:: Exercise ::
Gather all lines from the material that contain "bubble".

:: Exercise inputs ::

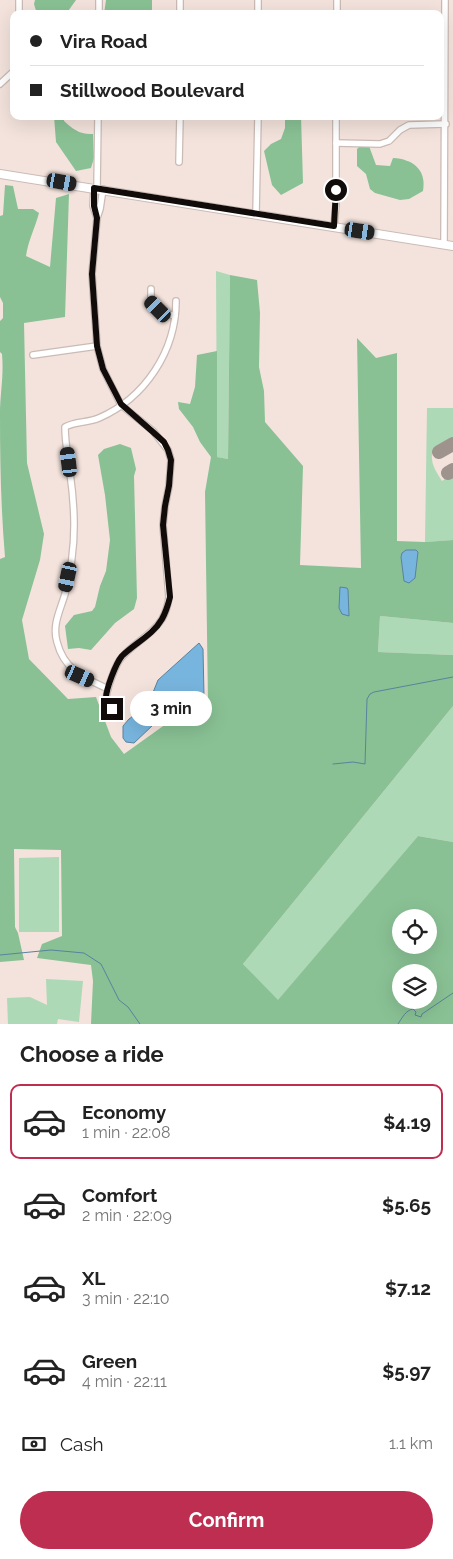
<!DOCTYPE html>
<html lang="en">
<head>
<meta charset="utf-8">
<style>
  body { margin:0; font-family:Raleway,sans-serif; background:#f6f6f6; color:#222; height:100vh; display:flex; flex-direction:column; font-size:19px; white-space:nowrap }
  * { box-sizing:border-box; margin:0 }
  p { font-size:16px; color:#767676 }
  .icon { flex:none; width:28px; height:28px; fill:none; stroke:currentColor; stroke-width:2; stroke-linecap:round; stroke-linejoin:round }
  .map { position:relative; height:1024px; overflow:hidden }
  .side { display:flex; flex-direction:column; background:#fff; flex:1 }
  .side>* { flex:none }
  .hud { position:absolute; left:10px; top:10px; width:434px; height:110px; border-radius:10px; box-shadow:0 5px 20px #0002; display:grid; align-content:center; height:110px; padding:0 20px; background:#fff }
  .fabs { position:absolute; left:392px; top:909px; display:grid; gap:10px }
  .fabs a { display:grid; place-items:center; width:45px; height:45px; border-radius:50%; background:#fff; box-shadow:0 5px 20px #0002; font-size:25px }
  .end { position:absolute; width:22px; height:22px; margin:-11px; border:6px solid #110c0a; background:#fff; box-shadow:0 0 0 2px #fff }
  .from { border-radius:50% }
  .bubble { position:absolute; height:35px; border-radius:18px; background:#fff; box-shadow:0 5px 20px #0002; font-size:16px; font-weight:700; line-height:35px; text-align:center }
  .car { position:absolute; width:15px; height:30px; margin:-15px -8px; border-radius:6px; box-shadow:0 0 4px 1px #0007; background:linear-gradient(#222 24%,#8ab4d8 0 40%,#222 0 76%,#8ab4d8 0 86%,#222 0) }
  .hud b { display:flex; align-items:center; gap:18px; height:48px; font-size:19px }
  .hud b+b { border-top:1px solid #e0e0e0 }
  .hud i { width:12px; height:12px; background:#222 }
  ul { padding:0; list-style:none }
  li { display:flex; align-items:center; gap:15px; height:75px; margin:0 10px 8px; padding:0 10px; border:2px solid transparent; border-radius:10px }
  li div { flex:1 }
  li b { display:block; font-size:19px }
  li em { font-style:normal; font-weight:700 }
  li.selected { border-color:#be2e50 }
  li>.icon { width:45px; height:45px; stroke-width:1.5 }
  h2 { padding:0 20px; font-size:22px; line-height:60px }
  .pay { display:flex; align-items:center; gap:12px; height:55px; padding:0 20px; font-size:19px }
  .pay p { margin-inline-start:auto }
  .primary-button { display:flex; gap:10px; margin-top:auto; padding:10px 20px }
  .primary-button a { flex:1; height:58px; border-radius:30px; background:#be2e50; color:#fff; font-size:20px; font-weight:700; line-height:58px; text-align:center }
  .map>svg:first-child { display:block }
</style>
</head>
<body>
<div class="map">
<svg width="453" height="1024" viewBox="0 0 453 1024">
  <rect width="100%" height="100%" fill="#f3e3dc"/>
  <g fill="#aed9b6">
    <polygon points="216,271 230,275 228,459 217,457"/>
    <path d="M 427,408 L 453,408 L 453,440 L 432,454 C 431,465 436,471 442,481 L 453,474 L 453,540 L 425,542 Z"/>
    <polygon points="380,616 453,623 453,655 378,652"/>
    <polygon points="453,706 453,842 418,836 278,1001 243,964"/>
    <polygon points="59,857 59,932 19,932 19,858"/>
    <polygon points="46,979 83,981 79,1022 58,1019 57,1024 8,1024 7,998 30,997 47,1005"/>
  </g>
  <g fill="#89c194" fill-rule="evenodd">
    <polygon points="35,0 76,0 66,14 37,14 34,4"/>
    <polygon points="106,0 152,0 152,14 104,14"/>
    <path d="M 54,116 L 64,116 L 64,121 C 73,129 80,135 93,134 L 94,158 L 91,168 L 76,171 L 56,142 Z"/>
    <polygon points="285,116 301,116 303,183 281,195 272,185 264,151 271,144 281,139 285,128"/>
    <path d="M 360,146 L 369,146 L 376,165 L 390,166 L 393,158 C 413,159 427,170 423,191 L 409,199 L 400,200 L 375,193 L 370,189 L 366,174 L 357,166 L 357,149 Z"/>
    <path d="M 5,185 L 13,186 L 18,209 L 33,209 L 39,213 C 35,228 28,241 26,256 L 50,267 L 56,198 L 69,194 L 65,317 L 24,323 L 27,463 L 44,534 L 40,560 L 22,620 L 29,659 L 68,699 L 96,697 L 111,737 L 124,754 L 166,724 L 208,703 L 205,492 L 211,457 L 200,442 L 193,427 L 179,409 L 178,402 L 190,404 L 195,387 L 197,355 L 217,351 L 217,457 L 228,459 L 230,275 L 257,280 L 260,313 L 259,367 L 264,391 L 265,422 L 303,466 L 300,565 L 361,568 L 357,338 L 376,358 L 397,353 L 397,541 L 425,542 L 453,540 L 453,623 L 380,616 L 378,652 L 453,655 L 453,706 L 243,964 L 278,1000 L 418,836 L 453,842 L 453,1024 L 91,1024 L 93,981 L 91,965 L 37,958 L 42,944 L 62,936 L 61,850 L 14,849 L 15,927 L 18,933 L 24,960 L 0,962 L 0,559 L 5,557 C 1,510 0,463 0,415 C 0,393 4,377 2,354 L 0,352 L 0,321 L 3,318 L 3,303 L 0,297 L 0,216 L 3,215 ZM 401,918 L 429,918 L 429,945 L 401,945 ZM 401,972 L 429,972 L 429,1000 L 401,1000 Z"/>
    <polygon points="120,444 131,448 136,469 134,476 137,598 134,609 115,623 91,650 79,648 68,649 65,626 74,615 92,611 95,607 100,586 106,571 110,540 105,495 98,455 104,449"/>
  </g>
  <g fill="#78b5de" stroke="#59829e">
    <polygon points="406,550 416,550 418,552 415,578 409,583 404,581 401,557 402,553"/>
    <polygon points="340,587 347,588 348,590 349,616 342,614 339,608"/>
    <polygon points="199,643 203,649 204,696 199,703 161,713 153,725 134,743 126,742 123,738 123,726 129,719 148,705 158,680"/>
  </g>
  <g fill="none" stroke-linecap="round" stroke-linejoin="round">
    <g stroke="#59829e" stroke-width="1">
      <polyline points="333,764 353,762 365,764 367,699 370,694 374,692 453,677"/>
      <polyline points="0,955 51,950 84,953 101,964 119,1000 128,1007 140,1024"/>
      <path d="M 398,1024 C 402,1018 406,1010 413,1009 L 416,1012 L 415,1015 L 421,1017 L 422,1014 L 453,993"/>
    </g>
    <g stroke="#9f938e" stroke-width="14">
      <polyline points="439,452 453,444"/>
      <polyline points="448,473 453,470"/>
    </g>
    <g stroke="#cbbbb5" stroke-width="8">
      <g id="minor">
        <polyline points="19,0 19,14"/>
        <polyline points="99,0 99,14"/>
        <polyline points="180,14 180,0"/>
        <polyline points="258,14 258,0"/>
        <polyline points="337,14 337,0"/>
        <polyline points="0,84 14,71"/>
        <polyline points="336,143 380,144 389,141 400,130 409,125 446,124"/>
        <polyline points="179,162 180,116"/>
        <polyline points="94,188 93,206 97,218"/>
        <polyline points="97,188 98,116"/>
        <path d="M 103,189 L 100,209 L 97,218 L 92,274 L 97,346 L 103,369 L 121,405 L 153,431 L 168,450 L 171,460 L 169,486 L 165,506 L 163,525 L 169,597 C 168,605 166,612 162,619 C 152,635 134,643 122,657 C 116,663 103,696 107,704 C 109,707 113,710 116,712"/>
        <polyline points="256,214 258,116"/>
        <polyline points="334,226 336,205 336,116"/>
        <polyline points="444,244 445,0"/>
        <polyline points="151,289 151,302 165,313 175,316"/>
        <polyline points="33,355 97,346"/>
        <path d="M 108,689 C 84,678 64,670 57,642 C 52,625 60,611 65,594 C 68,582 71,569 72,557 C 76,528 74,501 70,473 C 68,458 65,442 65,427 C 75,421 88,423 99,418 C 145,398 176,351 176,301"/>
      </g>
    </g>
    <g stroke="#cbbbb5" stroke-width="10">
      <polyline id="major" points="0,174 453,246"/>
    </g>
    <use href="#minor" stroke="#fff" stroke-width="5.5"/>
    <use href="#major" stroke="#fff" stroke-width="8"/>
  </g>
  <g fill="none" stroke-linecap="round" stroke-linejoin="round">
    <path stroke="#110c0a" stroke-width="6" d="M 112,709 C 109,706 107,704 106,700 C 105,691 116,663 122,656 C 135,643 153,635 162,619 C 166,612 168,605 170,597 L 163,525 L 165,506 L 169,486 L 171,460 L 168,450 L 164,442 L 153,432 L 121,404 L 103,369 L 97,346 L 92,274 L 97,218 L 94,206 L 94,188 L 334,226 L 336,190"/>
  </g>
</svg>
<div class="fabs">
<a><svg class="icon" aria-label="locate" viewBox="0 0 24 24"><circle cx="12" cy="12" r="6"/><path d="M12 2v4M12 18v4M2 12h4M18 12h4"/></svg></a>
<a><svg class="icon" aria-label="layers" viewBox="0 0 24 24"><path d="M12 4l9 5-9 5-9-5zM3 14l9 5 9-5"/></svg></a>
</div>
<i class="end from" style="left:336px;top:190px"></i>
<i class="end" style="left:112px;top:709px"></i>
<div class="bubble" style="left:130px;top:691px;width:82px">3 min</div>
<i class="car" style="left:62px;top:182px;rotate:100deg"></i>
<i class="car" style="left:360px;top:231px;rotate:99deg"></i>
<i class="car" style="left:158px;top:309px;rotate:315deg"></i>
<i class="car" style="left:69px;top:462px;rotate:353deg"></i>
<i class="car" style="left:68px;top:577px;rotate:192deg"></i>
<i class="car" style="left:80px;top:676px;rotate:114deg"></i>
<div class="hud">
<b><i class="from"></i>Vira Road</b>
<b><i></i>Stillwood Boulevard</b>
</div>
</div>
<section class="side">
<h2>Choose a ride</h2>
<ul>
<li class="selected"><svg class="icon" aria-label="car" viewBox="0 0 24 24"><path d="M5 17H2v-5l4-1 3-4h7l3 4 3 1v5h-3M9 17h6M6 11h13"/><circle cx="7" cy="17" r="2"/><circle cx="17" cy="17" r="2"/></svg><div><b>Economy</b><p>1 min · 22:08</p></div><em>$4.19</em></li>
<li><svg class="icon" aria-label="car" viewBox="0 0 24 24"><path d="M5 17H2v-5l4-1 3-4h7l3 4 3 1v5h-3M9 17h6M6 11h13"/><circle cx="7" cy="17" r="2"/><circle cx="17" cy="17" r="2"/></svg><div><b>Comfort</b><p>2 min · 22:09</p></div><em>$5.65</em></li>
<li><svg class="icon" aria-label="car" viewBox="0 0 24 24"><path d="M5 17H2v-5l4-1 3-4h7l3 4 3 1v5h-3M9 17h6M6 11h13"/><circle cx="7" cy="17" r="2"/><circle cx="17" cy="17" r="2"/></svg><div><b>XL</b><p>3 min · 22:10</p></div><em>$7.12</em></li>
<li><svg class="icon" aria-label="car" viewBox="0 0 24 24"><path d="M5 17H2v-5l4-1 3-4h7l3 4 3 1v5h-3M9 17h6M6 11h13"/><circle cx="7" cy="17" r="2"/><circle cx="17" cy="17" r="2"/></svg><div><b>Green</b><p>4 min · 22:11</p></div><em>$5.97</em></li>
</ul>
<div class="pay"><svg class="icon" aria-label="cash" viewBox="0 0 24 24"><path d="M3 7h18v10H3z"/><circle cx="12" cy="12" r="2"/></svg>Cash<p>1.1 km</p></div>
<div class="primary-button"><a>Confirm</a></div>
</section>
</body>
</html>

--

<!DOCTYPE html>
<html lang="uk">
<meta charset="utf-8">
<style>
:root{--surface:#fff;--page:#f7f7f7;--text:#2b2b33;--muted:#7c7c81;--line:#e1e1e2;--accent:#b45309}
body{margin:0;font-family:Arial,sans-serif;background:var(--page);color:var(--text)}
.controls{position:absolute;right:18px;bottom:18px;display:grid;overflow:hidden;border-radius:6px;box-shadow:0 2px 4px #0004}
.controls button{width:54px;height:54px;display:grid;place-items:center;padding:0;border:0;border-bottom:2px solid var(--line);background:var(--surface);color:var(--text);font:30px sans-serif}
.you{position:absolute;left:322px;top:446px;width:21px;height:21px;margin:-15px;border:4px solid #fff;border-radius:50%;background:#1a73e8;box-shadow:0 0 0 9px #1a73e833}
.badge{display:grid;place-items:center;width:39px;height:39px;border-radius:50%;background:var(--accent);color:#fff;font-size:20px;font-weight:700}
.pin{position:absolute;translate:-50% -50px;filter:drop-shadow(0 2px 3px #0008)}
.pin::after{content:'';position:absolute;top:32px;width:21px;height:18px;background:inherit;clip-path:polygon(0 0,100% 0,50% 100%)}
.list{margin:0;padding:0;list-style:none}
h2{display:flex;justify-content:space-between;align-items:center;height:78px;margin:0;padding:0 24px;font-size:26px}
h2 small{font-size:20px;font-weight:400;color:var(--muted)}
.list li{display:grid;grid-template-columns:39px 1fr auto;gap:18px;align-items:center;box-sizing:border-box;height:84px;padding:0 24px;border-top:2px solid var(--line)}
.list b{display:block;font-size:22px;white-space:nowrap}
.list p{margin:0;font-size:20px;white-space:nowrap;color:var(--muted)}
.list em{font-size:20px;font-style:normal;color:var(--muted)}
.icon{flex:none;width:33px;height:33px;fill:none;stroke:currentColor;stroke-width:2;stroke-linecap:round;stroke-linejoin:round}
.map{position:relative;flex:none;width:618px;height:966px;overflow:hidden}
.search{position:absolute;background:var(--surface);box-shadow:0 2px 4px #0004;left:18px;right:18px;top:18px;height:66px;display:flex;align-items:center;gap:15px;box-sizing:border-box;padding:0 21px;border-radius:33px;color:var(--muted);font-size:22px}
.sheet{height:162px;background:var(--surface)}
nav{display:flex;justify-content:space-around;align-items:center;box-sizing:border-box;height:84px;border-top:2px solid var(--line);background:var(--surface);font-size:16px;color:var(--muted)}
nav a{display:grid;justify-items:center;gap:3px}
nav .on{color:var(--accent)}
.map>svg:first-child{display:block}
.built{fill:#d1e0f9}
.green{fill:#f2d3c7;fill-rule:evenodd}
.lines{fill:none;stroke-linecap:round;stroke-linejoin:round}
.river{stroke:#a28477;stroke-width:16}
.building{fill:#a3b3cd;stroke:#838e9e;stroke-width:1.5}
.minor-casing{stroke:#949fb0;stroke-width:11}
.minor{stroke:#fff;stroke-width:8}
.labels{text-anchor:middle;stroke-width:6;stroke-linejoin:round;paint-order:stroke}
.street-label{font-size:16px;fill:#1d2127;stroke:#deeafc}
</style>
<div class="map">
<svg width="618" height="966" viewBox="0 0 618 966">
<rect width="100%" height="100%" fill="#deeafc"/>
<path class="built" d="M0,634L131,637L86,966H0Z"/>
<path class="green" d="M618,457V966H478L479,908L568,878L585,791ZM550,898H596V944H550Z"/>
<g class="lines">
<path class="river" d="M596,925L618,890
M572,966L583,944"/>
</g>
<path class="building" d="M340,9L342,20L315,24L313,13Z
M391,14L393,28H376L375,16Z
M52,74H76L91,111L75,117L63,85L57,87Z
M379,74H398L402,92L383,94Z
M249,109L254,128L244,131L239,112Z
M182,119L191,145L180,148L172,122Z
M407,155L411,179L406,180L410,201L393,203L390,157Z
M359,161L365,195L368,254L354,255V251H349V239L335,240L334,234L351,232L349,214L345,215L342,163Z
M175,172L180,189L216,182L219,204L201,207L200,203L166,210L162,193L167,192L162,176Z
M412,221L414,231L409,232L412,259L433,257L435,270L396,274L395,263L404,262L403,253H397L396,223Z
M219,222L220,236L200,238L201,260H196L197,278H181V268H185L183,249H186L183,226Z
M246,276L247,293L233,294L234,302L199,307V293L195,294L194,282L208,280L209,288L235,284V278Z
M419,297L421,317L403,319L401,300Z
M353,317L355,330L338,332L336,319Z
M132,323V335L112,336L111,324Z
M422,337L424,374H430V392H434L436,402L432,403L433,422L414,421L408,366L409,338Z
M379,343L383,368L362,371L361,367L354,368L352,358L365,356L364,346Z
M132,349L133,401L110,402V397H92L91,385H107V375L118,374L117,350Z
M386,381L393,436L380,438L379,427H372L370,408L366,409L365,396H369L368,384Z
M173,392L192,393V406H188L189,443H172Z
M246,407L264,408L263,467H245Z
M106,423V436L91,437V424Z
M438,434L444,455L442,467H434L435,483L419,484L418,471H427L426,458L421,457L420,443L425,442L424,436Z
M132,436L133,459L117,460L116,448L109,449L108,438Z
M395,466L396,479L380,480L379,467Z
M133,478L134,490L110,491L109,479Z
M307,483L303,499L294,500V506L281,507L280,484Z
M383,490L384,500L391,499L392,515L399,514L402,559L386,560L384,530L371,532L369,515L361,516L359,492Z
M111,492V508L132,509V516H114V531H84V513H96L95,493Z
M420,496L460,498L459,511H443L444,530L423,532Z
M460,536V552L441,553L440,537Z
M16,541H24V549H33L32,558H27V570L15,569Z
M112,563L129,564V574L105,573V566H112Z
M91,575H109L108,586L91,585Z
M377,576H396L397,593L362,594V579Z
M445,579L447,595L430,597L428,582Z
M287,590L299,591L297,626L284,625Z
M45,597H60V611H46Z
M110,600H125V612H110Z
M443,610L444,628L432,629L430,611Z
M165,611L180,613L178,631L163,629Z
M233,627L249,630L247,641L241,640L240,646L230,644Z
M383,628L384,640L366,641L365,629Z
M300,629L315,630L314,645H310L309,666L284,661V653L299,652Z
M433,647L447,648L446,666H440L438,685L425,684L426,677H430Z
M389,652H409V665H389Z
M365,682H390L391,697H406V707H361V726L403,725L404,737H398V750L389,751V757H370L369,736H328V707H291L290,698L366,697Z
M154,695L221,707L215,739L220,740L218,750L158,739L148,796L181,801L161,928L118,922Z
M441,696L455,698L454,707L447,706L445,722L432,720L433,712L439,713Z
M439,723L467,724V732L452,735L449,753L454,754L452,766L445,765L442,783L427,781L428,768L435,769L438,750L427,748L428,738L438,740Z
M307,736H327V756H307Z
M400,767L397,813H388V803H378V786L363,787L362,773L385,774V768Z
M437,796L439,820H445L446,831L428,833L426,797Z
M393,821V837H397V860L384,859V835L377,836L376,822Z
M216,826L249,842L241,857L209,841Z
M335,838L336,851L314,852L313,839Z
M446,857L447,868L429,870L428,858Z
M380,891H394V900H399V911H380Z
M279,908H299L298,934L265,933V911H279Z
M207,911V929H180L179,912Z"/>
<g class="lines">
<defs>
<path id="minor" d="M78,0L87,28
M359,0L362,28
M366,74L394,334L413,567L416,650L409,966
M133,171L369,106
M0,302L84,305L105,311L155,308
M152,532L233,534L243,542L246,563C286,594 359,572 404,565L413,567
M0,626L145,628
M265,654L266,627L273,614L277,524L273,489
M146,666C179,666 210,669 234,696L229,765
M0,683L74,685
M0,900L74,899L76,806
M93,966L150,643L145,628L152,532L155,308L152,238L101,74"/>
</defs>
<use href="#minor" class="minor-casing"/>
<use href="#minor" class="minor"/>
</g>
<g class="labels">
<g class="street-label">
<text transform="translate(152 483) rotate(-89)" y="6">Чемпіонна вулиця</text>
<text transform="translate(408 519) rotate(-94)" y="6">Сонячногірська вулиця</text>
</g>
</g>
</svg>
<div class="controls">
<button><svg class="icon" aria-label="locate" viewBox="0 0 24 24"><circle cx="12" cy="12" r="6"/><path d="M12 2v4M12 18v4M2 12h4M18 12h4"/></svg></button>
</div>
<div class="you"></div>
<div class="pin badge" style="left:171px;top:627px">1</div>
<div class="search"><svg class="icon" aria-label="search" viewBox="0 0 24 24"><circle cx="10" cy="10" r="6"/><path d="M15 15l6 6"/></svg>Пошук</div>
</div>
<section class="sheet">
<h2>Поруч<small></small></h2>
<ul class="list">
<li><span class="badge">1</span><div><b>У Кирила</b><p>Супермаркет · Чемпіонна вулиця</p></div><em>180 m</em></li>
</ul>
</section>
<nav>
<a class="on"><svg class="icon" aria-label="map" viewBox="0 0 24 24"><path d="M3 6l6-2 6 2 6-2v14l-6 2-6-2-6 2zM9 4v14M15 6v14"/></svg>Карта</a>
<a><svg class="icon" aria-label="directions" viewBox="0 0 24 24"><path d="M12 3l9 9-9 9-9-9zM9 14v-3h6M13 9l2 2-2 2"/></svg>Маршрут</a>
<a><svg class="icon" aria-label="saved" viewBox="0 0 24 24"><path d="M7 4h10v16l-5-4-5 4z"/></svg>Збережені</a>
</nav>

:: Solved exercise ::
  .bubble { position:absolute; height:35px; border-radius:18px; background:#fff; box-shadow:0 5px 20px #0002; font-size:16px; font-weight:700; line-height:35px; text-align:center }
<div class="bubble" style="left:130px;top:691px;width:82px">3 min</div>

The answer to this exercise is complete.